With the pictures omitted, write out all of the listing exactly.

Exercise inputs |
# # # #
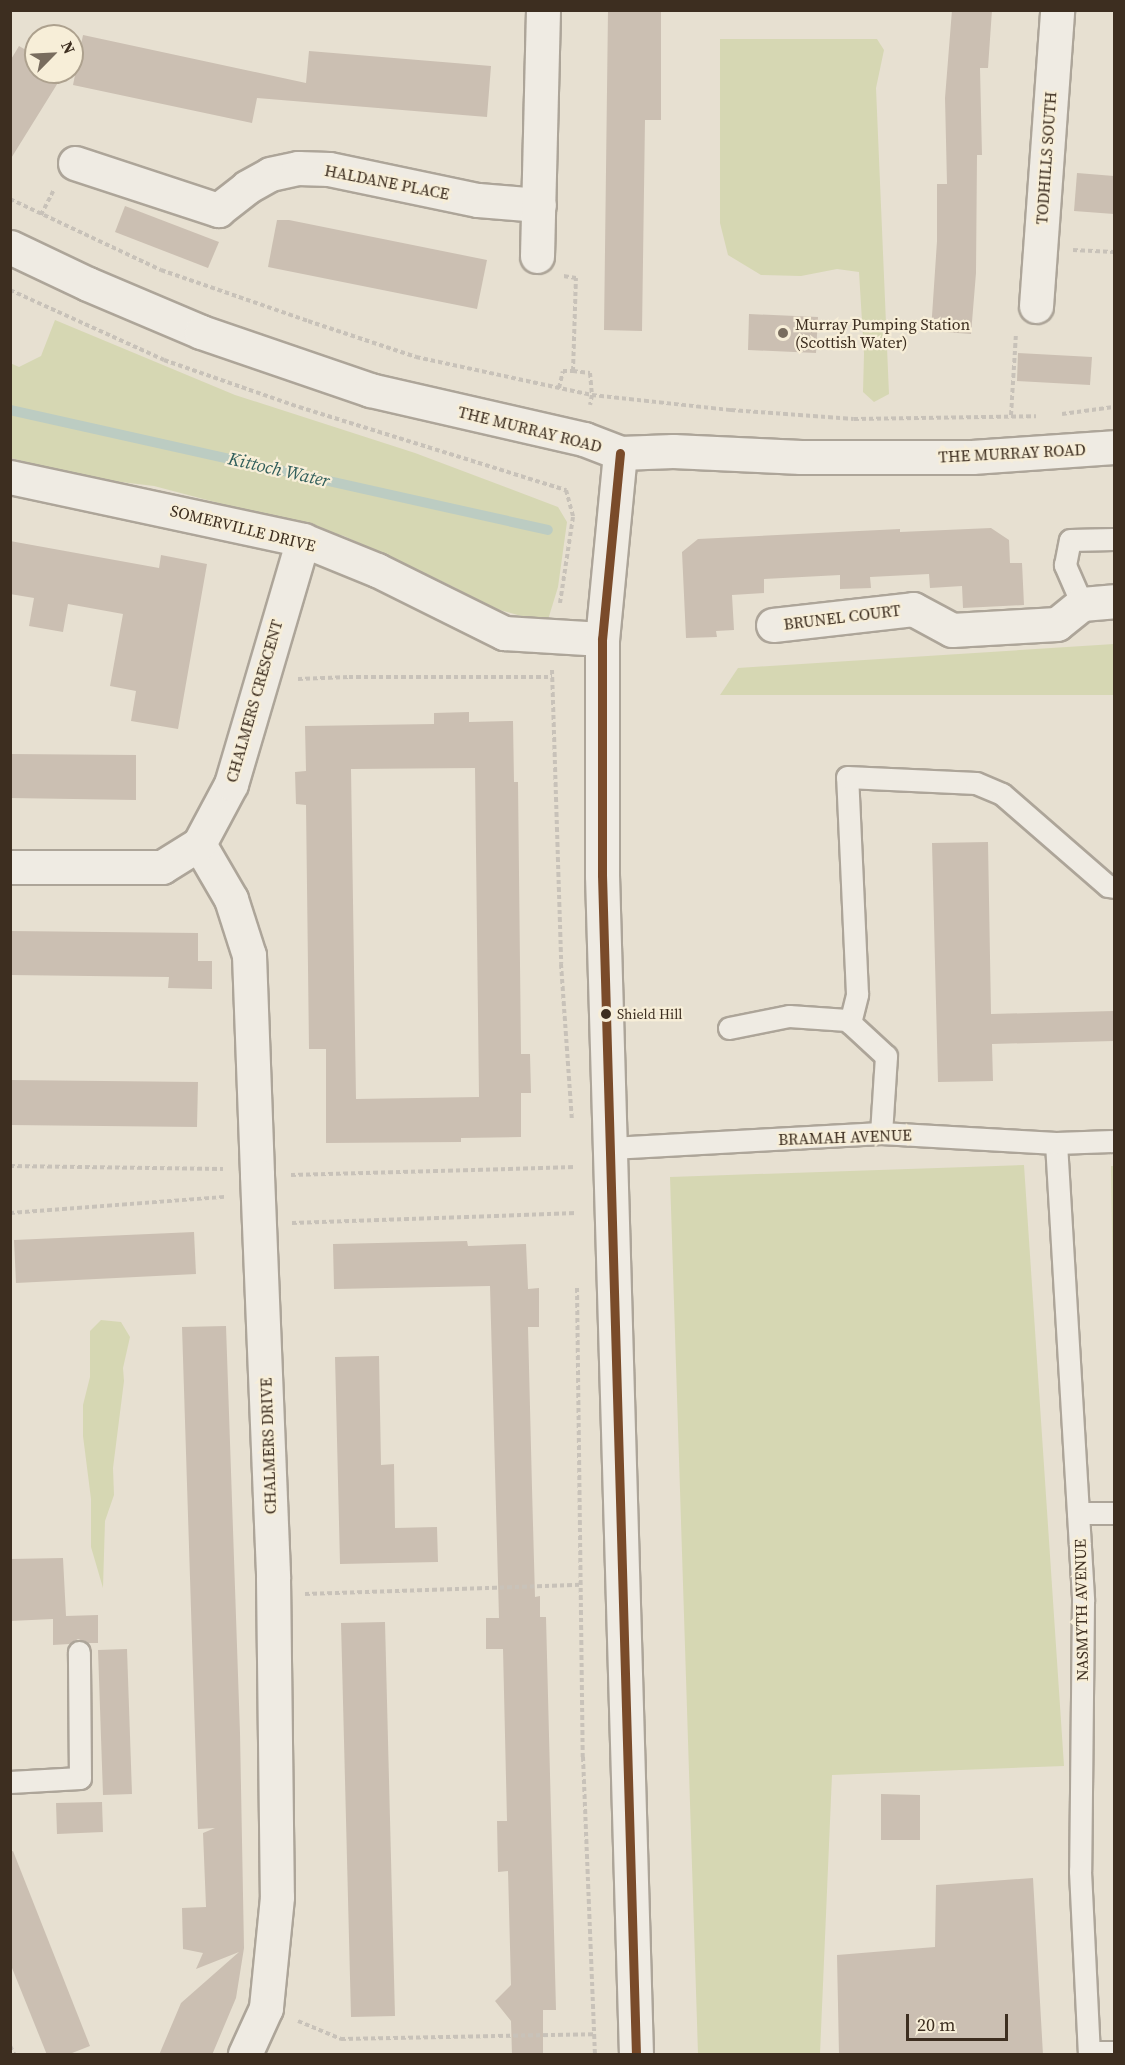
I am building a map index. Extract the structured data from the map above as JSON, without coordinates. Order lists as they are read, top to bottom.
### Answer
{
  "streets": {
    "street": [
      "TODHILLS SOUTH",
      "HALDANE PLACE",
      "THE MURRAY ROAD",
      "SOMERVILLE DRIVE",
      "BRUNEL COURT",
      "CHALMERS CRESCENT",
      "CHALMERS DRIVE"
    ],
    "lane": ["BRAMAH AVENUE", "NASMYTH AVENUE"]
  },
  "crossings": [
    ["SOMERVILLE DRIVE", "CHALMERS CRESCENT"],
    ["CHALMERS CRESCENT", "CHALMERS DRIVE"],
    ["BRAMAH AVENUE", "NASMYTH AVENUE"]
  ],
  "water": ["Kittoch Water"],
  "places": ["Murray Pumping Station (Scottish Water)", "Shield Hill"],
  "scale_bar": "20 m",
  "north": "top right"
}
# # # #
Final answer |
I am building a map index. Extract the structured data from the map above as JSON, without coordinates. Order lists as they are read, top to bottom.
### Answer
{
  "streets": {
    "street": [
      "TODHILLS SOUTH",
      "HALDANE PLACE",
      "THE MURRAY ROAD",
      "SOMERVILLE DRIVE",
      "BRUNEL COURT",
      "CHALMERS CRESCENT",
      "CHALMERS DRIVE"
    ],
    "lane": ["BRAMAH AVENUE", "NASMYTH AVENUE"]
  },
  "crossings": [
    ["SOMERVILLE DRIVE", "CHALMERS CRESCENT"],
    ["CHALMERS CRESCENT", "CHALMERS DRIVE"],
    ["BRAMAH AVENUE", "NASMYTH AVENUE"]
  ],
  "water": ["Kittoch Water"],
  "places": ["Murray Pumping Station (Scottish Water)", "Shield Hill"],
  "scale_bar": "20 m",
  "north": "top right"
}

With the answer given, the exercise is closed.